Nuovi equilibri nella Corte di Karlsruhe dopo la sentenza sulla Bce
Lascia dopo 10 anni Voßkuhle, l’artefice della giurisprudenza “sovranista” della BVerfG. Avanzano giudici più “europeisti”
All’indomani della sentenza con la quale il Tribunale costituzionale di Karlsruhe ha censurato l’omissione di cui si sono resi responsabili governo e Parlamento per non aver contestato alla Bce di essersi sottratta all’obbligo di tenere in adeguato conto gli effetti economici delle proprie misure di politica monetaria nell’ambito del Pspp (Public securities purchase programme), il presidente del Tribunale, Andreas Voßkuhle, ha concluso il proprio mandato.
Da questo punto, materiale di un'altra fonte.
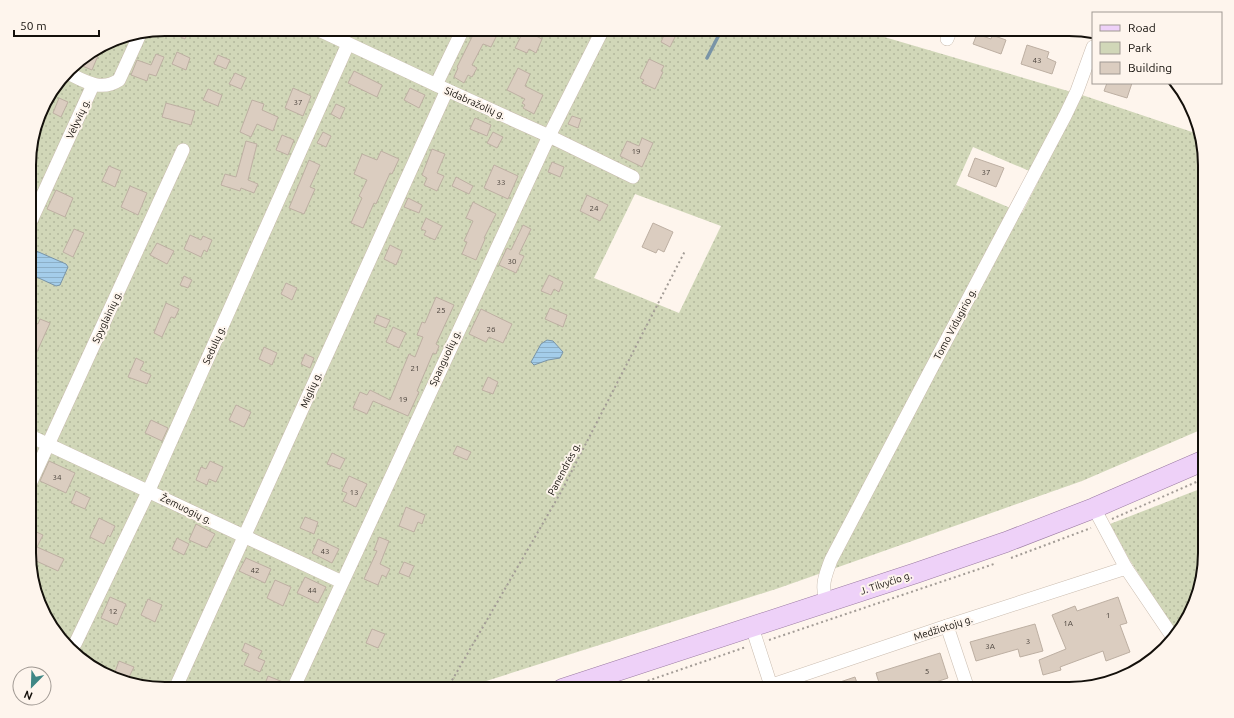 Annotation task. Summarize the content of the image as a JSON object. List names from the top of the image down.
{
  "streets": {
    "main road": ["J. Tilvyčio g."],
    "street": [
      "Sidabražolių g.",
      "Vėlyvių g.",
      "Spyglainių g.",
      "Tomo Vidugirio g.",
      "Sedulų g.",
      "Spanguolių g.",
      "Miglių g.",
      "Žemuogių g.",
      "Medžiotojų g."
    ],
    "path": ["Panendrės g."]
  },
  "crossings": [
    ["Sidabražolių g.", "Sedulų g."],
    ["Sidabražolių g.", "Spanguolių g."],
    ["Sidabražolių g.", "Miglių g."],
    ["Spyglainių g.", "Žemuogių g."],
    ["Tomo Vidugirio g.", "J. Tilvyčio g."],
    ["Sedulų g.", "Žemuogių g."],
    ["Spanguolių g.", "Žemuogių g."],
    ["Miglių g.", "Žemuogių g."]
  ],
  "house_numbers": [
    "43",
    "37",
    "19",
    "37",
    "33",
    "24",
    "30",
    "25",
    "26",
    "21",
    "19",
    "34",
    "13",
    "43",
    "42",
    "44",
    "12",
    "1",
    "1A",
    "3",
    "3A",
    "5"
  ],
  "legend": ["Road", "Park", "Building"],
  "scale_bar": "50 m",
  "north": "bottom left"
} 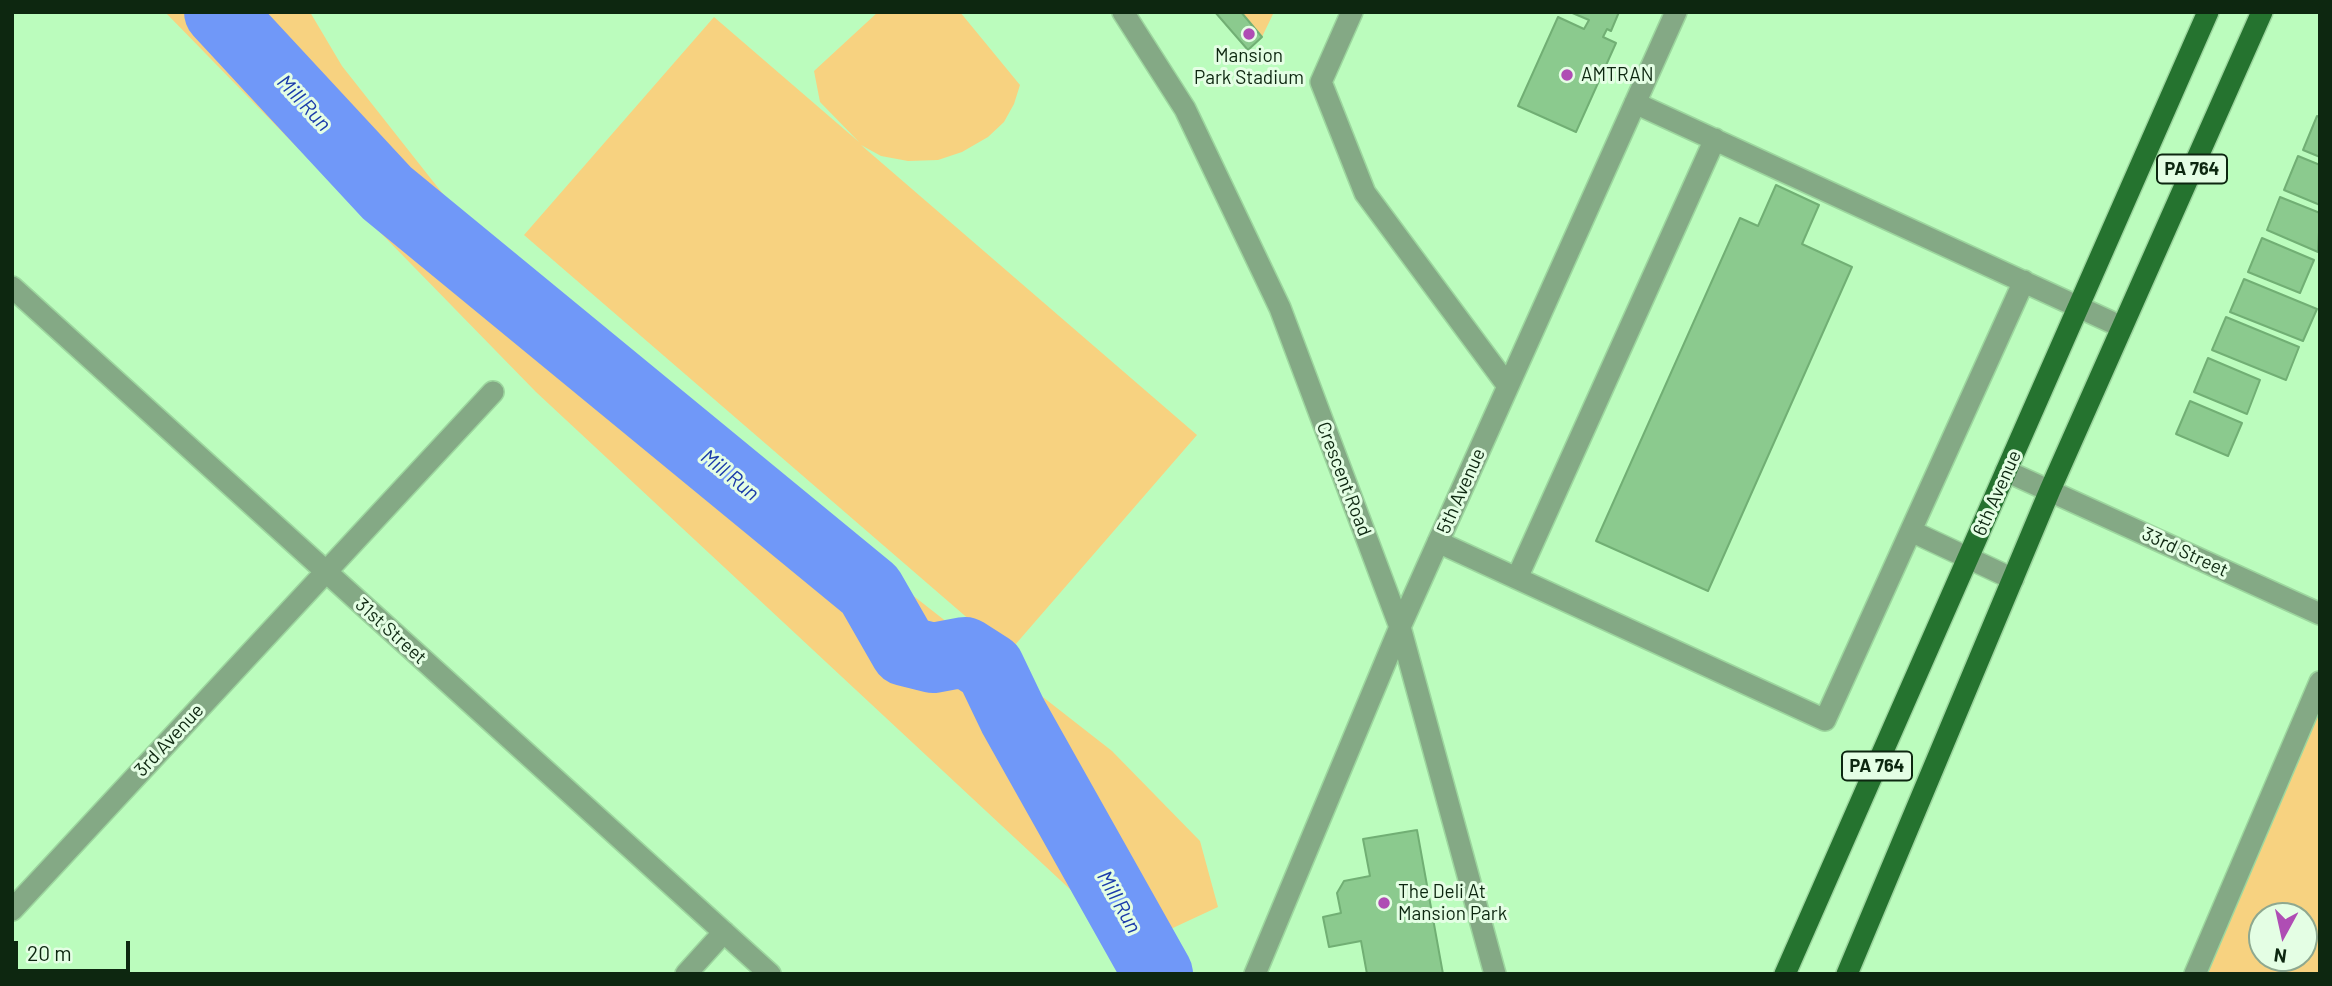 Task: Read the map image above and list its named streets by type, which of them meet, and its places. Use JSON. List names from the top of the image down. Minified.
{"streets":{"main road":["PA 764","6th Avenue"],"street":["Crescent Road","5th Avenue","33rd Street","31st Street","3rd Avenue"]},"crossings":[["PA 764","33rd Street"],["Crescent Road","5th Avenue"],["6th Avenue","33rd Street"],["31st Street","3rd Avenue"]],"water":["Mill Run"],"places":["Mansion Park Stadium","AMTRAN","The Deli At Mansion Park"],"scale_bar":"20 m","north":"bottom"}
Eletto nel maggio 2008 su proposta della Spd dal Bundestag, Voßkuhle, giuspubblicista con un passato di studi tra Baviera e Baden-Württemberg, è diventato presidente appena due anni dopo, plasmando la giurisprudenza costituzionale tedesca sull’integrazione europea. In particolare, dietro l’idea che la Bce abbia agito al di fuori del proprio mandato e che la Corte di Giustizia del Lussemburgo non sia stata, a sua volta, in grado di controllare questo “eccesso di potere”, c’è una precisa concezione dei rapporti tra Unione europea e stati membri che è tornata a echeggiare nella sentenza del 5 maggio: gli stati restano i signori dei Trattati (Herren der Verträge) e l’Unione non è una federazione, ma un ente di collegamento tra stati (Staatenverbund) con un alto deficit di legittimazione democratica. Se così stanno le cose, la Corte di Giustizia Ue non ha un potere pieno di decidere sulla conformità degli atti delle istituzioni ai Trattati, ma è legittimata a farlo, fintantoché non leda i principi supremi degli ordinamenti costituzionali nazionali.
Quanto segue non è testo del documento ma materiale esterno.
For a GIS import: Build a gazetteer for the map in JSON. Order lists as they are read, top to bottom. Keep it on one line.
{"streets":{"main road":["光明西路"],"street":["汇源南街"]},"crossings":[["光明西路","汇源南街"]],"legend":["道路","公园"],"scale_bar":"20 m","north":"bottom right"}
Questa costruzione risale alla sentenza sul Trattato di Maastricht, ma ha riacquistato vigore con quella sul Trattato di Lisbona, quando Karlsruhe individuò una serie di materie essenziali per la capacità di autodeterminazione dello stato, tali per cui soltanto una revisione costituzionale della Legge Fondamentale avrebbe consentito una loro cessione al livello sovranazionale. Da allora ogni trasferimento di poteri sovrani al livello Ue è stato attentamente vagliato dal Tribunale costituzionale, che, ove necessario, ha chiesto a governo e Parlamento di onorare la loro responsabilità attraverso la richiesta di ulteriori informazioni o l’adozione di nuove deliberazioni. Questa impalcatura concettuale, che si regge su una comprensione del diritto soggettivo all’autodeterminazione democratica, è favorita dalla possibilità per ogni cittadino di proporre ricorso diretto a Karlsruhe.
Molti si domandano che ne sarà di questo modo di intendere i rapporti con l’Ue, ora che uno dei principali artefici di questa giurisprudenza è uscito di scena e tenuto conto che il giudice relatore della sentenza del 5 maggio, Peter Michael Huber, ha davanti a sé due anni di mandato. La questione è complessa e ha a che fare con la struttura del Bundesverfassungsgericht, diviso in due Senati, ciascuno composto di otto giudici, oltre che con le modalità di elezione dei giudici, scelti a metà dal Bundestag e metà dal Bundesrat (rappresentativo dei Länder). Proprio in questi giorni, il Bundesrat ha eletto Astrid Wallrabenstein in sostituzione di Voßkuhle nel II Senato. Sostenuta dai Verdi, la Wallrabenstein insegna diritto pubblico a Francoforte e ha un focus specifico su diritti sociali e migranti. Contestualmente, il Bundesrat ha anche eletto a nuovo presidente l’attuale vicepresidente Stephan Harbarth, avvocato ed ex politico della Cdu. Manca, infine, il sostituto di Johannes Masing, giurista di provenienza socialdemocratica, sulla cui successione l’Spd non ha ancora trovato un accordo. E’ probabile che la vicepresidenza sia affidata a Doris König, europeista e autrice di numerose opinioni dissenzienti, tanto che si sospetta che l’unico membro contrario del II Senato alla sentenza sul Pspp sia stata proprio lei. Il Tribunale costituzionale federale si avvia quindi verso una stagione in cui i conflitti interni non diminuiranno, ma mancherà il carisma di Voßkuhle per evitare che esplodano.